One thing is for certain: we shouldn’t allow the music industry to make the rules on their own.  These most recent shutdowns, legal threats and trolling are the result of an industry that has gone out of its way to maintain its monopoly position.  They have and continue to do everything they can to maintain control over streaming services such as Spotify, Pandora and Rdio.  They have even managed to worm their way into control over music discovery services before — such as Twitter Music which requires a Spotify or Rdio account to listen to any music.  (Which, as I’ve pointed out before sucks for many Creative Commons artists.)

Conclusion

The industry will do everything in its power to stifle art and innovation, and restrict access to artistic expression all for the sake of a few dollars, damn the consequences and implications this has for society at large.

But then again, the music industry really isn’t about producing artistic works of relevance or value. At least that’s my opinion.

2 thoughts on “Stifling Art and Innovation: The RIAA Rides Again

  1. now, what’s the news again?
    Corporations are going after innovation they didn’t ask for?

    I honestly wonder why artists still sign with EMI, Sony, and Warner..

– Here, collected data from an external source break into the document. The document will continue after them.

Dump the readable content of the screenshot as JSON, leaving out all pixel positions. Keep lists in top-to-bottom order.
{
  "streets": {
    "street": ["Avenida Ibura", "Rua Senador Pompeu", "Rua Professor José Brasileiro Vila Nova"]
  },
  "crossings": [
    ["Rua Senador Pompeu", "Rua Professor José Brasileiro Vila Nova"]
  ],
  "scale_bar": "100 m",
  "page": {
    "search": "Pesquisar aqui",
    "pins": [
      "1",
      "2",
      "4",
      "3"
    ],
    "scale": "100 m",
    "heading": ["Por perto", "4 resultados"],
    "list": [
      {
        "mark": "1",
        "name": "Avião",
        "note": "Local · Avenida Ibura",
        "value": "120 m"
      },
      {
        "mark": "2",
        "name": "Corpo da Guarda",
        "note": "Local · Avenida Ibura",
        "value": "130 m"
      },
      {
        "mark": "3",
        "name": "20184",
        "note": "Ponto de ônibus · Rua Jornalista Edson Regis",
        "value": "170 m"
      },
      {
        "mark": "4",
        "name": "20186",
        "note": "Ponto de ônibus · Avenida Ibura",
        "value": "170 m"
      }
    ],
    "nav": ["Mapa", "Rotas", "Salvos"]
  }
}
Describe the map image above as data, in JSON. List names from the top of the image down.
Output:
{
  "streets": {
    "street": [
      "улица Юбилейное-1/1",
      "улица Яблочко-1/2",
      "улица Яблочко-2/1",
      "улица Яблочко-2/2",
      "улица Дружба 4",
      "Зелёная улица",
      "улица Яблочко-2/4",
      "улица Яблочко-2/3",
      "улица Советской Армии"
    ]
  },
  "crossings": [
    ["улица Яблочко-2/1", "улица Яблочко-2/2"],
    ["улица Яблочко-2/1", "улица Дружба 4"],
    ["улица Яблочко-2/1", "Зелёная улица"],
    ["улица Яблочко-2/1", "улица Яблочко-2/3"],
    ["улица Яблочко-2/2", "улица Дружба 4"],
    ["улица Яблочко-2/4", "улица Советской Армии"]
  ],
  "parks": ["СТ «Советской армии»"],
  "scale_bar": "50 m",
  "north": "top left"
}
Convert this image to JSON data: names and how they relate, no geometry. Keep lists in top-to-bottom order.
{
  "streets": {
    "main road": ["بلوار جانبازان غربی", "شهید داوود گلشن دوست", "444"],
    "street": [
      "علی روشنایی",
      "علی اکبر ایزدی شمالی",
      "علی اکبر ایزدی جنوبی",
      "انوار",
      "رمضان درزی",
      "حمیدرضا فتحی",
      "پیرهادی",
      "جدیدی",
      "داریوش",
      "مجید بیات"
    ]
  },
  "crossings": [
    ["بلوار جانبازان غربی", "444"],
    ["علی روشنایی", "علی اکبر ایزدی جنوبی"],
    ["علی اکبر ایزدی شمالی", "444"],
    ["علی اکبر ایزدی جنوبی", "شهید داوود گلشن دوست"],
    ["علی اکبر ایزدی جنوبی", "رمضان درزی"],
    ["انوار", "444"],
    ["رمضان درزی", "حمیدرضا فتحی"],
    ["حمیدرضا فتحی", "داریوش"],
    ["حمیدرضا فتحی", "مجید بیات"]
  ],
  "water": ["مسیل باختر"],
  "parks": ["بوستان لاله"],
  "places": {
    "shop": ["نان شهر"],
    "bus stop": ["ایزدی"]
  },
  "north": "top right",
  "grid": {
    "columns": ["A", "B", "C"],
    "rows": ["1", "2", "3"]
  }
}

    1. True, the large corporations have been going after innovation for quite some time… All the way back to napster. However, initially they were going after sites / products / businesses that could be seen as directly infringing… The only exception to the direct infringing being search engines, which might be considered secondary infringement (which I seriously question still). But now they are going after innovation that is really three steps out from infringing: people / products that make use of legally available content through legally approved channels. And that is a whole new ballgame in my book.

      At this rate, it won’t be long before they start finding ways to go after sites that promote indie music that is produced outside of their grasp, and that IMO, could spell real trouble for those of us in the Netlabel and Creative Commons communities.

      I’ve actually wondered similar things, but the answer is simple: they are performers, artists and entertainers, not business people. They tend to think that handling the business side things is too complicated. Some of them also (mistakenly) think that they cannot handle the expenses of producing a recording on their own… And numerous other similar reasons. In some cases it comes down to just that they don’t know better.

      That’s the battle we are engaged in. It’s the battle of making artists see that they can do stuff on their own, they can make money, they can lower their costs while still doing promotion, etc.

      I’m actually working on something else that fits into this model, and hopefully I’ll be announcing it soon. 🙂

Comments are closed.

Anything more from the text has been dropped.